11/12/06 19:13:33 WARN snappy.LoadSnappy: Snappy native library is available
11/12/06 19:13:33 INFO util.NativeCodeLoader: Loaded the native-hadoop library
11/12/06 19:13:33 INFO snappy.LoadSnappy: Snappy native library loaded
11/12/06 19:13:33 INFO mapred.FileInputFormat: Total input paths to process : 2
11/12/06 19:13:34 INFO mapred.JobClient: Running job: job_201112061431_0007
11/12/06 19:13:35 INFO mapred.JobClient: map 0% reduce 0%
11/12/06 19:13:46 INFO mapred.JobClient: map 33% reduce 0%
11/12/06 19:13:47 INFO mapred.JobClient: map 66% reduce 0%
11/12/06 19:13:52 INFO mapred.JobClient: map 100% reduce 0%
11/12/06 19:14:06 INFO mapred.JobClient: map 100% reduce 100%
11/12/06 19:14:09 INFO mapred.JobClient: Job complete: job_201112061431_0007
11/12/06 19:14:09 INFO mapred.JobClient: Counters: 23
11/12/06 19:14:09 INFO mapred.JobClient: Job Counters
11/12/06 19:14:09 INFO mapred.JobClient: Launched reduce tasks=1
11/12/06 19:14:09 INFO mapred.JobClient: SLOTS_MILLIS_MAPS=25035
11/12/06 19:14:09 INFO mapred.JobClient: Total time spent by all reduces waiting after reserving slots (ms)=0
11/12/06 19:14:09 INFO mapred.JobClient: Total time spent by all maps waiting after reserving slots (ms)=0
11/12/06 19:14:09 INFO mapred.JobClient: Launched map tasks=3
11/12/06 19:14:09 INFO mapred.JobClient: Data-local map tasks=3
11/12/06 19:14:09 INFO mapred.JobClient: SLOTS_MILLIS_REDUCES=19860
11/12/06 19:14:09 INFO mapred.JobClient: FileSystemCounters
11/12/06 19:14:09 INFO mapred.JobClient: FILE_BYTES_READ=79
11/12/06 19:14:09 INFO mapred.JobClient: HDFS_BYTES_READ=348
11/12/06 19:14:09 INFO mapred.JobClient: FILE_BYTES_WRITTEN=215844
11/12/06 19:14:09 INFO mapred.JobClient: HDFS_BYTES_WRITTEN=41
11/12/06 19:14:09 INFO mapred.JobClient: Map-Reduce Framework
11/12/06 19:14:09 INFO mapred.JobClient: Reduce input groups=5
11/12/06 19:14:09 INFO mapred.JobClient: Combine output records=6
11/12/06 19:14:09 INFO mapred.JobClient: Map input records=2
11/12/06 19:14:09 INFO mapred.JobClient: Reduce shuffle bytes=91
11/12/06 19:14:09 INFO mapred.JobClient: Reduce output records=5
11/12/06 19:14:09 INFO mapred.JobClient: Spilled Records=12
11/12/06 19:14:09 INFO mapred.JobClient: Map output bytes=82
11/12/06 19:14:09 INFO mapred.JobClient: Map input bytes=50
11/12/06 19:14:09 INFO mapred.JobClient: Combine input records=8
11/12/06 19:14:09 INFO mapred.JobClient: Map output records=8
11/12/06 19:14:09 INFO mapred.JobClient: SPLIT_RAW_BYTES=294
11/12/06 19:14:09 INFO mapred.JobClient: Reduce input records=6
Wait? What is this? Could it be? Yes! It worked! YES!YES!YES!

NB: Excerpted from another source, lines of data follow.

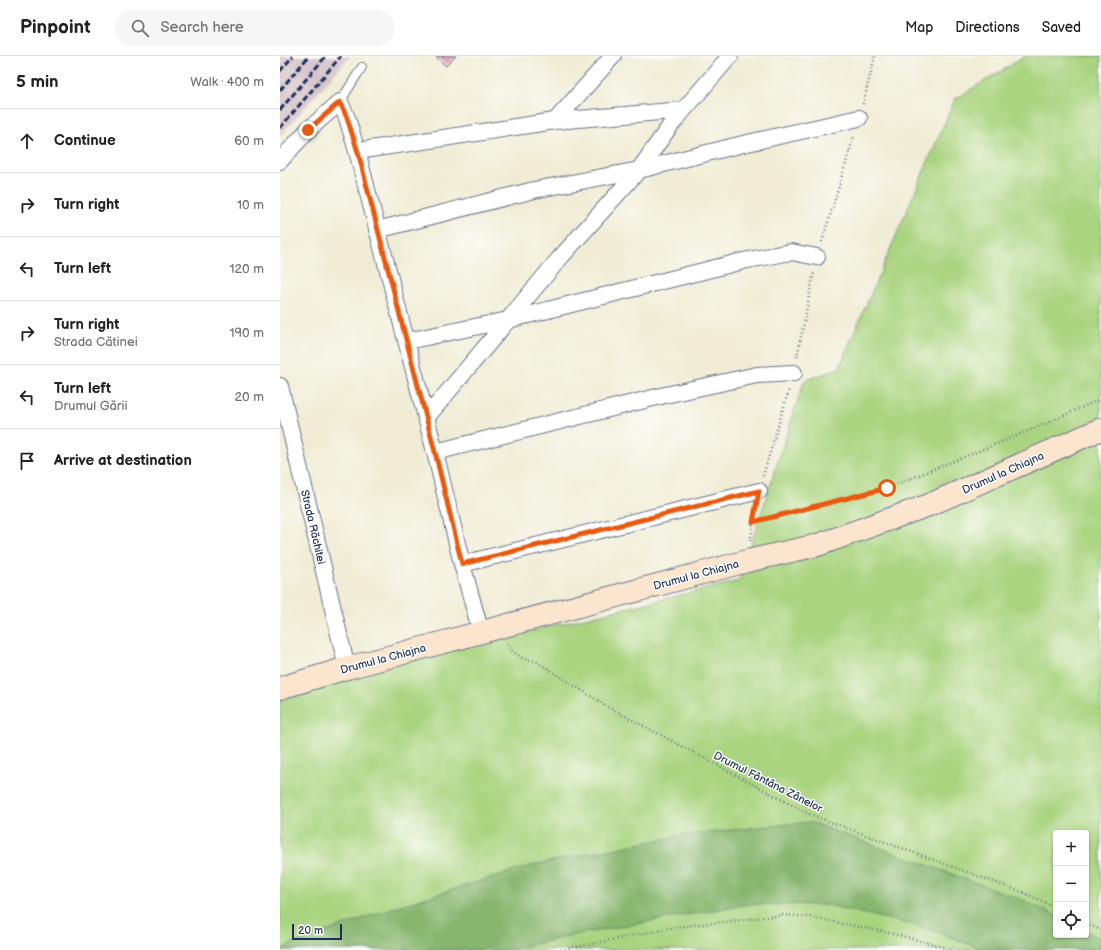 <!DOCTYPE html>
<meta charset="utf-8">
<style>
body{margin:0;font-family:"Balsamiq Sans",sans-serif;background:#f6f6f6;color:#222}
.controls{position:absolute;right:12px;bottom:12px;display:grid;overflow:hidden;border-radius:4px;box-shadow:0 1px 3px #0004}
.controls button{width:36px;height:36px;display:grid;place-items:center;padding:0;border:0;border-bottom:1px solid #e0e0e0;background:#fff;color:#222;font:20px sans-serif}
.scale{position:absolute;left:12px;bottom:10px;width:50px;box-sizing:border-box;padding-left:4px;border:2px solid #1b2f5e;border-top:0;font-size:11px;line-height:14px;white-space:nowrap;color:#1b2f5e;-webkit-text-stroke:3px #fdfcf7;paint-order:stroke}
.stop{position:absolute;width:12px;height:12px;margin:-9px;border:3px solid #ea580c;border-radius:50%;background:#fff}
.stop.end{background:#ea580c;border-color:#fff;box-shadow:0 1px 4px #0008}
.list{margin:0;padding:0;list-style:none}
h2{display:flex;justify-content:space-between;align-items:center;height:52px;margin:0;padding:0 16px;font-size:17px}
h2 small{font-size:13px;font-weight:400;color:#767676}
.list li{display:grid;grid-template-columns:26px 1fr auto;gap:12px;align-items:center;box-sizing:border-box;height:64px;padding:0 16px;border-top:1px solid #e0e0e0}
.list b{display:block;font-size:15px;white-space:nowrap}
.list p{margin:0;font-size:13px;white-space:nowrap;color:#767676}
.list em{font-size:13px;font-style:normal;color:#767676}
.icon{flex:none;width:22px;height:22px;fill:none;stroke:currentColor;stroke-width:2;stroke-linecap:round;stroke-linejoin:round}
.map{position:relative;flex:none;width:821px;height:894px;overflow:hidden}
header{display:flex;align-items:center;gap:24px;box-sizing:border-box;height:56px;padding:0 20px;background:#fff;border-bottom:1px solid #e0e0e0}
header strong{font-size:19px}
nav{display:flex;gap:22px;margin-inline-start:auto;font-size:14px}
.search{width:280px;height:36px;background:#f6f6f6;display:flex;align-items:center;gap:10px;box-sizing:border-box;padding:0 14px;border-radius:22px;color:#767676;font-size:15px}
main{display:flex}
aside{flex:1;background:#fff}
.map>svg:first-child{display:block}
.industrial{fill:#d2bdc5}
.green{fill:#aad480;stroke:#62826f;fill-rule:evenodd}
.forest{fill:#87b66e;stroke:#517266}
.building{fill:#dd93ac}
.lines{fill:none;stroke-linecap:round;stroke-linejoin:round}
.lane-casing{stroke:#667188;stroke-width:10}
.street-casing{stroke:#667188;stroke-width:18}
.secondary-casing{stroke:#667188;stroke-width:24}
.path{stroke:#667188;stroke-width:2.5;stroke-dasharray:1 3;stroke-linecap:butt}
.lane{stroke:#fff;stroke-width:8}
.street{stroke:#fff;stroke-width:16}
.secondary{stroke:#fbe5cf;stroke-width:22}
.rail{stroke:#1b2f5e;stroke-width:3;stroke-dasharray:6 3;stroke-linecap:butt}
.route{stroke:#ea580c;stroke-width:5}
.labels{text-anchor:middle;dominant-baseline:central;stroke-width:3;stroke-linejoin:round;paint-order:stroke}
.street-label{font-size:11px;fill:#1b2f5e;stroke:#fdfcf7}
</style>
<header>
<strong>Pinpoint</strong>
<div class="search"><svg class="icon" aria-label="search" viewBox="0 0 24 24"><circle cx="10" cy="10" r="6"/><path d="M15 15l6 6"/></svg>Search here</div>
<nav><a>Map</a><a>Directions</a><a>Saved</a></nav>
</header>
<main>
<aside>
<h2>5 min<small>Walk · 400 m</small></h2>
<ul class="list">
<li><svg class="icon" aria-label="ahead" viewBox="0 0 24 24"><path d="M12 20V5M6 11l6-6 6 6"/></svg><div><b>Continue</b></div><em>60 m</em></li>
<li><svg class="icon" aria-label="right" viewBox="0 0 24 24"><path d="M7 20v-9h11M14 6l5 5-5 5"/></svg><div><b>Turn right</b></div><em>10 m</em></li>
<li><svg class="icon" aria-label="left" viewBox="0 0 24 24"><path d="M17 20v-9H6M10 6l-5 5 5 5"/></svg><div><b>Turn left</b></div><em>120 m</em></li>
<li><svg class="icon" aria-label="right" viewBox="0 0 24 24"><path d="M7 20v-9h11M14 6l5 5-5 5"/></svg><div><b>Turn right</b><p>Strada Cătinei</p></div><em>190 m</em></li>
<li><svg class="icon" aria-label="left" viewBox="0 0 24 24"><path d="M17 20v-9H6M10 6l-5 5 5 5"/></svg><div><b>Turn left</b><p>Drumul Gării</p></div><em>20 m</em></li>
<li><svg class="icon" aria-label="arrive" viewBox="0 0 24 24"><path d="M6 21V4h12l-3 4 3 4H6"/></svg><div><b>Arrive at destination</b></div></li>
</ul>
</aside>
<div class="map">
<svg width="821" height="894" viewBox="0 0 821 894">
<rect width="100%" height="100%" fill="#fdfcf7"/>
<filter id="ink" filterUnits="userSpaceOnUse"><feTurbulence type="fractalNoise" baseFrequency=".025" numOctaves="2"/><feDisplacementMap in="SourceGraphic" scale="8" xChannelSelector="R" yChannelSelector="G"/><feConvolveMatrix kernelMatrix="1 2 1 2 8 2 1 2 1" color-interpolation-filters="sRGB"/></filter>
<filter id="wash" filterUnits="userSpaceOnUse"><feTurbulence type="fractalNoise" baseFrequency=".012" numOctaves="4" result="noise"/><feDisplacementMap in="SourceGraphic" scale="16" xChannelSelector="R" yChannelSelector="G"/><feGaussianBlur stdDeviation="0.9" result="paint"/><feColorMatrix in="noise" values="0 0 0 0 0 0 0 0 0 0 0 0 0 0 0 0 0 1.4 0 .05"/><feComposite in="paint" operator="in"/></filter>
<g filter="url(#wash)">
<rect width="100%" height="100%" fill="#f0ecd5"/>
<path class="industrial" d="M0 0H70L0 80Z"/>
<path class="green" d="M746 0H821V894H0V645L118 607 459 525 524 325 559 312 675 43ZM776 777H806V879H776Z"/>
<path class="forest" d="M530 766 743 844 776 860V879H806V875L821 883V894H705L642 871 547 849 468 848 293 879 228 894H0L12 888 118 850 257 808 403 779Z"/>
<g id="blocks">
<path class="building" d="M155 0H176L166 10Z"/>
</g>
</g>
<g filter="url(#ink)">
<use href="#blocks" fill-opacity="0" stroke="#667188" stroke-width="1"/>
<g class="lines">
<defs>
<path id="lane" d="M60 46 82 11"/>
<path id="street" d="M275 65 333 0
M77 95 275 65 403 54
M0 105 28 74 60 46 67 62 77 95 155 396 182 508 201 577
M97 174 254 134 359 114 463 88 579 62
M127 285 228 264 463 205 511 196 537 201
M0 330 67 612
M146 362 279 203 359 114 390 70 450 0
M155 396 385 339 477 319 514 317
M182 508 479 435"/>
<path id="secondary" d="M0 632 67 612 467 505 538 489 649 449 821 373"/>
</defs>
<use href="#lane" class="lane-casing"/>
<use href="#street" class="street-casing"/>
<use href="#secondary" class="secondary-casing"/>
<path class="path" d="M583 48 595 0
M542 186 574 80
M517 301 534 216
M483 420 509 333
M474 466 607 432 753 373 821 343
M470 485 476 453
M227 588 232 595 242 602 257 606 328 651 531 759 747 838 776 852
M806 867 821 874
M281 894 396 871 504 859 530 861 605 876 650 887 671 894"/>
<use href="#lane" class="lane"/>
<use href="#street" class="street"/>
<use href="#secondary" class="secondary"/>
<path class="rail" d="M0 15 13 0
M0 34 29 0
M0 54 46 0
M0 72 61 0"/>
</g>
</g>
<g class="lines" filter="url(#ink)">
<path class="route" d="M28 74 60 46 67 62 78 96 155 396 182 508 479 435 473 466 607 432"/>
</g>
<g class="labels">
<g class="street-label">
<text transform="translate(723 417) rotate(-24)">Drumul la Chiajna</text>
<text transform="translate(33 471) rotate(77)">Strada Răchitei</text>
<text transform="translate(416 519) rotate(-15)">Drumul la Chiajna</text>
<text transform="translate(103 603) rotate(-15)">Drumul la Chiajna</text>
<text transform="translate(488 726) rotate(27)">Drumul Fântâna Zânelor</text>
</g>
</g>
</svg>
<div class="controls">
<button>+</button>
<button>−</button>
<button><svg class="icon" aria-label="locate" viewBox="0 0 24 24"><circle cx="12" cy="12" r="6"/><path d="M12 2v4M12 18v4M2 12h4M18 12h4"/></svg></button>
</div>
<div class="scale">20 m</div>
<div class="stop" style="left:607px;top:432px"></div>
<div class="stop end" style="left:28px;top:74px"></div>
</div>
</main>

My dancing around the room was enough to wake up my Basset Hound. He looked up at me, cocked his head as to say, "Hey, why are you being so goofy? Make yourself useful and get me another doggie snack."
Checking the results of the job I see the following:
[root@localhost wordcount]# /usr/bin/hadoop dfs -ls /usr/joe/wordcount/output
Found 3 items
-rw-r--r-- 1 root supergroup 0 2011-12-06 19:14 /usr/joe/wordcount/output/_SUCCESS
drwxr-xr-x - root supergroup 0 2011-12-06 19:13 /usr/joe/wordcount/output/_logs
-rw-r--r-- 1 root supergroup 41 2011-12-06 19:14 /usr/joe/wordcount/output/part-00000
Look at that! _SUCCESS!
Checking the part-00000 file:
[root@localhost wordcount]# /usr/bin/hadoop dfs -cat /usr/joe/wordcount/output/part-00000
Bye 1
Goodbye 1
Hadoop 2
Hello 2
World 2
Sure. It was a lot of work to just count a few words in a text file, but it was a real good learning experience this afternoon. After banging my head against the brick wall for a long enough period I got around the potholes that I ran into and feel that I'll be able to continue the tutorial and learn the basics of Hadoop.
Not a bad bit of afternoon vacation learning.